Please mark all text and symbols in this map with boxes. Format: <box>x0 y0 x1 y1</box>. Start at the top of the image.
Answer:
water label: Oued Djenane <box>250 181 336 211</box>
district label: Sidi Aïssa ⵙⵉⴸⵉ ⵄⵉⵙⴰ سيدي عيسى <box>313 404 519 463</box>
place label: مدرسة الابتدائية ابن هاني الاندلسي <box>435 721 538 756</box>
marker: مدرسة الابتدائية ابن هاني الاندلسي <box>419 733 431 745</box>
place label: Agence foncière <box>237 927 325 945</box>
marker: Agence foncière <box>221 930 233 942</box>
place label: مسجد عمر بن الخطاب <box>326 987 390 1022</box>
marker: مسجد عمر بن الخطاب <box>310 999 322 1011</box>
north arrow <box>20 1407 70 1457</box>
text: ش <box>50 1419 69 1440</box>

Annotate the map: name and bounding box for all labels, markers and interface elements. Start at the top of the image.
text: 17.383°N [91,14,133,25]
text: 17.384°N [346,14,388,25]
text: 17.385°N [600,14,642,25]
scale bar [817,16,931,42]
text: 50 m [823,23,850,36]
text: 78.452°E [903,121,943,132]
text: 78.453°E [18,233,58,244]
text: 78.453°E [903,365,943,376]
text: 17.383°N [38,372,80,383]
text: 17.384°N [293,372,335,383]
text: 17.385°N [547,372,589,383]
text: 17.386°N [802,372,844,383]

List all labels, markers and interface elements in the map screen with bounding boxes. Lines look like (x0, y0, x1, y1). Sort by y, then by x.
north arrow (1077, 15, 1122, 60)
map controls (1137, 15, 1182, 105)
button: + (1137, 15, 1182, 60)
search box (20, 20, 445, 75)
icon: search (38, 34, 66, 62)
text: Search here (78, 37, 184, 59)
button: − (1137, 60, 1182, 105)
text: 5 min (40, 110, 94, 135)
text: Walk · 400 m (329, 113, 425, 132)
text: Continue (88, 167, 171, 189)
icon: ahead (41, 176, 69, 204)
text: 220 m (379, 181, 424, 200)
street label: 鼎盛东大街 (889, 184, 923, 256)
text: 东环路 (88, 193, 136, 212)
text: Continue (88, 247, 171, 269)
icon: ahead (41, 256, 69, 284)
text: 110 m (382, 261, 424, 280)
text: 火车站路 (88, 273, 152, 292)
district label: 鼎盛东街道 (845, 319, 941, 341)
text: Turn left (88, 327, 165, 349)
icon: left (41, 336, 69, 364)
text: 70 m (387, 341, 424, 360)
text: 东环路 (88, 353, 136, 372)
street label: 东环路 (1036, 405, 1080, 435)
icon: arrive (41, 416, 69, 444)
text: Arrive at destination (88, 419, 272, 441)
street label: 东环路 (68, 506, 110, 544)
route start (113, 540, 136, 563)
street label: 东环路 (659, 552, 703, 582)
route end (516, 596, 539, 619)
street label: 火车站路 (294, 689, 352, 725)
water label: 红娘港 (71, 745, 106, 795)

★ ★ ★

◆ **EXERCISE AIM**: Write the entries out once more, exactly as given.

◆ **RESULT FOR THIS EXERCISE**:
Please mark all text and symbols in this map with boxes. Format: <box>x0 y0 x1 y1</box>. Start at the top of the image.
Answer:
water label: Oued Djenane <box>250 181 336 211</box>
district label: Sidi Aïssa ⵙⵉⴸⵉ ⵄⵉⵙⴰ سيدي عيسى <box>313 404 519 463</box>
place label: مدرسة الابتدائية ابن هاني الاندلسي <box>435 721 538 756</box>
marker: مدرسة الابتدائية ابن هاني الاندلسي <box>419 733 431 745</box>
place label: Agence foncière <box>237 927 325 945</box>
marker: Agence foncière <box>221 930 233 942</box>
place label: مسجد عمر بن الخطاب <box>326 987 390 1022</box>
marker: مسجد عمر بن الخطاب <box>310 999 322 1011</box>
north arrow <box>20 1407 70 1457</box>
text: ش <box>50 1419 69 1440</box>

Annotate the map: name and bounding box for all labels, markers and interface elements. Start at the top of the image.
text: 17.383°N [91,14,133,25]
text: 17.384°N [346,14,388,25]
text: 17.385°N [600,14,642,25]
scale bar [817,16,931,42]
text: 50 m [823,23,850,36]
text: 78.452°E [903,121,943,132]
text: 78.453°E [18,233,58,244]
text: 78.453°E [903,365,943,376]
text: 17.383°N [38,372,80,383]
text: 17.384°N [293,372,335,383]
text: 17.385°N [547,372,589,383]
text: 17.386°N [802,372,844,383]

List all labels, markers and interface elements in the map screen with bounding boxes. Lines look like (x0, y0, x1, y1). Sort by y, then by x.
north arrow (1077, 15, 1122, 60)
map controls (1137, 15, 1182, 105)
button: + (1137, 15, 1182, 60)
search box (20, 20, 445, 75)
icon: search (38, 34, 66, 62)
text: Search here (78, 37, 184, 59)
button: − (1137, 60, 1182, 105)
text: 5 min (40, 110, 94, 135)
text: Walk · 400 m (329, 113, 425, 132)
text: Continue (88, 167, 171, 189)
icon: ahead (41, 176, 69, 204)
text: 220 m (379, 181, 424, 200)
street label: 鼎盛东大街 (889, 184, 923, 256)
text: 东环路 (88, 193, 136, 212)
text: Continue (88, 247, 171, 269)
icon: ahead (41, 256, 69, 284)
text: 110 m (382, 261, 424, 280)
text: 火车站路 (88, 273, 152, 292)
district label: 鼎盛东街道 (845, 319, 941, 341)
text: Turn left (88, 327, 165, 349)
icon: left (41, 336, 69, 364)
text: 70 m (387, 341, 424, 360)
text: 东环路 (88, 353, 136, 372)
street label: 东环路 (1036, 405, 1080, 435)
icon: arrive (41, 416, 69, 444)
text: Arrive at destination (88, 419, 272, 441)
street label: 东环路 (68, 506, 110, 544)
route start (113, 540, 136, 563)
street label: 东环路 (659, 552, 703, 582)
route end (516, 596, 539, 619)
street label: 火车站路 (294, 689, 352, 725)
water label: 红娘港 (71, 745, 106, 795)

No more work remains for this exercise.